Desk
The way he roughly drilled
the inch thick support-battens,
measured up quickly,
not planing the rough-cut ends
or sanding the sharp shards
round the drill-holes,
then drove thick screws
through them into veneered
sides of the big-mirrored dressing table
and matching heavy chest-of-drawers,
wedding gifts to them
that had stood solid till
that morning, side by side
at the end of their double bed,
and now lost, outsize,
in my small room,
to-be-held-apart-from-each-other
as he drove more, thick-whorled screws
now strongly downward
into the batten-wood
through the thick panel
he’d cut from an engine
packing case at work,
then slopped thin varnish on,
too matte against the fake
golden-brown wood-rings of
the furniture’s sheened veneer,
a make-do crude desk
with rickety kitchen chair
where I was to do my work.
The blue rod
It stood for weeks, propped in a garage-corner,
passed on by a friend who didn’t want it.
Then, one evening I’d fretted in bed,
pleaded with them to let me spend pocket
money to buy it weights, hook, and float,
so we could go fishing Dad’s first weekend
off work.
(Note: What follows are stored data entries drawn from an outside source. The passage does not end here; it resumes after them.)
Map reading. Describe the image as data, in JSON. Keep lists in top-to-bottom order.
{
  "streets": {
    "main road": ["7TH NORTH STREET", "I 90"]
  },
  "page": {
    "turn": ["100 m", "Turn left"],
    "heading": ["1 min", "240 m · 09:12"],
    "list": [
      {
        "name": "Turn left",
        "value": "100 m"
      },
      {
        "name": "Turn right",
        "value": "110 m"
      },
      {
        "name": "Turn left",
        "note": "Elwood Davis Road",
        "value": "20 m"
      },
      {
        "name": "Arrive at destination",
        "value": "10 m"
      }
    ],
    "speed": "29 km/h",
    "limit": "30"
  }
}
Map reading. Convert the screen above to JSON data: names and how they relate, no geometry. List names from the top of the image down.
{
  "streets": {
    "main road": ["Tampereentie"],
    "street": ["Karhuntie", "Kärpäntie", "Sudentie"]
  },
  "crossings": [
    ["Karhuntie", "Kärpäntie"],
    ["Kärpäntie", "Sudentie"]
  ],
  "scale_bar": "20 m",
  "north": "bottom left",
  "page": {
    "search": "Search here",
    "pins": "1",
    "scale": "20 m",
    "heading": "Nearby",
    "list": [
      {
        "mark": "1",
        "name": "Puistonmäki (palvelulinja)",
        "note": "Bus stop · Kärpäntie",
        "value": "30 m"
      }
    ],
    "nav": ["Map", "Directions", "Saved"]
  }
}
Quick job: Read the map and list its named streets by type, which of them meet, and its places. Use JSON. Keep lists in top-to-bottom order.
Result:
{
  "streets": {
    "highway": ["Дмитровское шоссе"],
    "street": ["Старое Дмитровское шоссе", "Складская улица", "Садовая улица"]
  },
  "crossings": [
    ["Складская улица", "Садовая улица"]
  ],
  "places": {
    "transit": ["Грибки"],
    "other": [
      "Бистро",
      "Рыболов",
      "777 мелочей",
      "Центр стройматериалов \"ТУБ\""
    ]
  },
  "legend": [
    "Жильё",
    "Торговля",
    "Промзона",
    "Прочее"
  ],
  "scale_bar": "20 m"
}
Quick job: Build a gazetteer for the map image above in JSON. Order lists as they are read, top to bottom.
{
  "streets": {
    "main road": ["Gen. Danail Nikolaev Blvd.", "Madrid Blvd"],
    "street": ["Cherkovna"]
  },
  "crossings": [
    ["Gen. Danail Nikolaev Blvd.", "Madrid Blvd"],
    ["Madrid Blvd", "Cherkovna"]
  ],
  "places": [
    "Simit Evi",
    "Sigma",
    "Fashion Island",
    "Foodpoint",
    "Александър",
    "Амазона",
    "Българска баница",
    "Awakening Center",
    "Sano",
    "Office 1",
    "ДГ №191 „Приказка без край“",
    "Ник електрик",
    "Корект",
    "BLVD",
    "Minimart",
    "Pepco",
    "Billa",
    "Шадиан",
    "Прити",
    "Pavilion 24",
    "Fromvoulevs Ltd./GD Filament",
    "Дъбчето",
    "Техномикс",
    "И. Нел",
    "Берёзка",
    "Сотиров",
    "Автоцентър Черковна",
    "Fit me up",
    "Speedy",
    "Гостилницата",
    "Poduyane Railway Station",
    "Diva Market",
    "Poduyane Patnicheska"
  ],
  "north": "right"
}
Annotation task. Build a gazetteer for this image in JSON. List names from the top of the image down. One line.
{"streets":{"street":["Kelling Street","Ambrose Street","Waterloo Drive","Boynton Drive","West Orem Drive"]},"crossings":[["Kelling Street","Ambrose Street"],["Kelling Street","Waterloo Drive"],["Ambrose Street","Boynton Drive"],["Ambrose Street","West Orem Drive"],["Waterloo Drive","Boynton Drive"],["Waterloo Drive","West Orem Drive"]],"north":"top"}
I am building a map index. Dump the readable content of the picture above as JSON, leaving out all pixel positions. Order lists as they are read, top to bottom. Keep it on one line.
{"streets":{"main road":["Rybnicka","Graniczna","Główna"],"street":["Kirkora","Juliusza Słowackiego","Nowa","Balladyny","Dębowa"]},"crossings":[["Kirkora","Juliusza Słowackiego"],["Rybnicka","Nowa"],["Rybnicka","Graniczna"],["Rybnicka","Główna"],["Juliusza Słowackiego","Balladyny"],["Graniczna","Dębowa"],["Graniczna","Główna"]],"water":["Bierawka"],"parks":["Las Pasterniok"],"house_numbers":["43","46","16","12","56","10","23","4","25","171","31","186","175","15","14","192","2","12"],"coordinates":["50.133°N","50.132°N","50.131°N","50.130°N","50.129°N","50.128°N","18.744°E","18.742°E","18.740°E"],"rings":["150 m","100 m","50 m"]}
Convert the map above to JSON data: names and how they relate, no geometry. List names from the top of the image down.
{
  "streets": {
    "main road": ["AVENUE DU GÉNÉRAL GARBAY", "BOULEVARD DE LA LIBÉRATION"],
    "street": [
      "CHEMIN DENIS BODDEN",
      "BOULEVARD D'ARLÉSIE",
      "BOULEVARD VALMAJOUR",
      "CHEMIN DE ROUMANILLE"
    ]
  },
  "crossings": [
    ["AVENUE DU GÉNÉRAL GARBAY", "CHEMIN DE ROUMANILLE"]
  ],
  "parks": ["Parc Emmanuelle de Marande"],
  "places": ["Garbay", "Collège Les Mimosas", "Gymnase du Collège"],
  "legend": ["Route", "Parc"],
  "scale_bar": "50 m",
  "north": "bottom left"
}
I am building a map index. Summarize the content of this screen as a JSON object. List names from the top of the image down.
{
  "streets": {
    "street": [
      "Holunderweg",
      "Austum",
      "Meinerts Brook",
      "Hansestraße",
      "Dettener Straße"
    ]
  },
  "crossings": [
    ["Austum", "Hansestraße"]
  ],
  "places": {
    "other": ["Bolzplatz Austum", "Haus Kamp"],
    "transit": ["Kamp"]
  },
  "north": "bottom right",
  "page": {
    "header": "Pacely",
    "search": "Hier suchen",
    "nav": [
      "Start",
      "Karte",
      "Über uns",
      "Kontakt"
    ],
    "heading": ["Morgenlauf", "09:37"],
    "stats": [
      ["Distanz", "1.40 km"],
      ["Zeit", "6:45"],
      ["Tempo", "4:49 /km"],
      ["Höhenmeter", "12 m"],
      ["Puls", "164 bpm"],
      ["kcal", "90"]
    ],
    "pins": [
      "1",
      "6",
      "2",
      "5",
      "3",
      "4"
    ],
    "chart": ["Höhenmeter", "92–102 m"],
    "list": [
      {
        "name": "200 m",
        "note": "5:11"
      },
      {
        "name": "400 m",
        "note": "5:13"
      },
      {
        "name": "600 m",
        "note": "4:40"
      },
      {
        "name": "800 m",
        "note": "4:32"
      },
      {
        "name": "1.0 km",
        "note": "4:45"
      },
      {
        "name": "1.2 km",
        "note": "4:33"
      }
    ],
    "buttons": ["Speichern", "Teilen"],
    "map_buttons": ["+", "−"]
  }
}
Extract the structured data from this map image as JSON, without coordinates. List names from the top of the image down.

And we did set out along
Clacton pier, sea-water glittering
beneath its thick planks. We paid the day-rights
to fish, then balanced the rod against the rail
to tie on the float, lead weights, and hook
baited with worms from the angler’s store.
With dreams of a free fish dinner, Mum’s praise,
he held my hands round the rod, helped me make
the first cast. Only for the reeling line
suddenly to catch, and float, hook, weights
to shoot onwards, as the line broke at
a minute knot. Gear lost, day-rights fee
non-returnable, our heads-hung walk
carried the useless blue rod home.
Medusas
The swim was a muse, a steady strong pace;
locked-in thoughts, reflections across water,
till one stroke raised a triple-Medusa-
bracelet of pain, brown foliage tentacle
snaked up the forearm, thousand-needle jag
bringing the horizon crashing inwards,
whip-welts stone-sore down to this hand writing,
and, on the next swim, the ache of lurid
feeler-marks at their return to the sea.
Handing back the key
By the time you got the key to that door
back to me, the door itself had vanished,
together with the keyhole, hinges, wall –
all of it chucked away, to clear the space
for the humming new glass-walled offices.
Now I shift on that brass key from jacket
to jacket, and grasp hold of it entering
empty rooms or walking over bridges,
in case I ever need it to open
some lock in the air, and step across.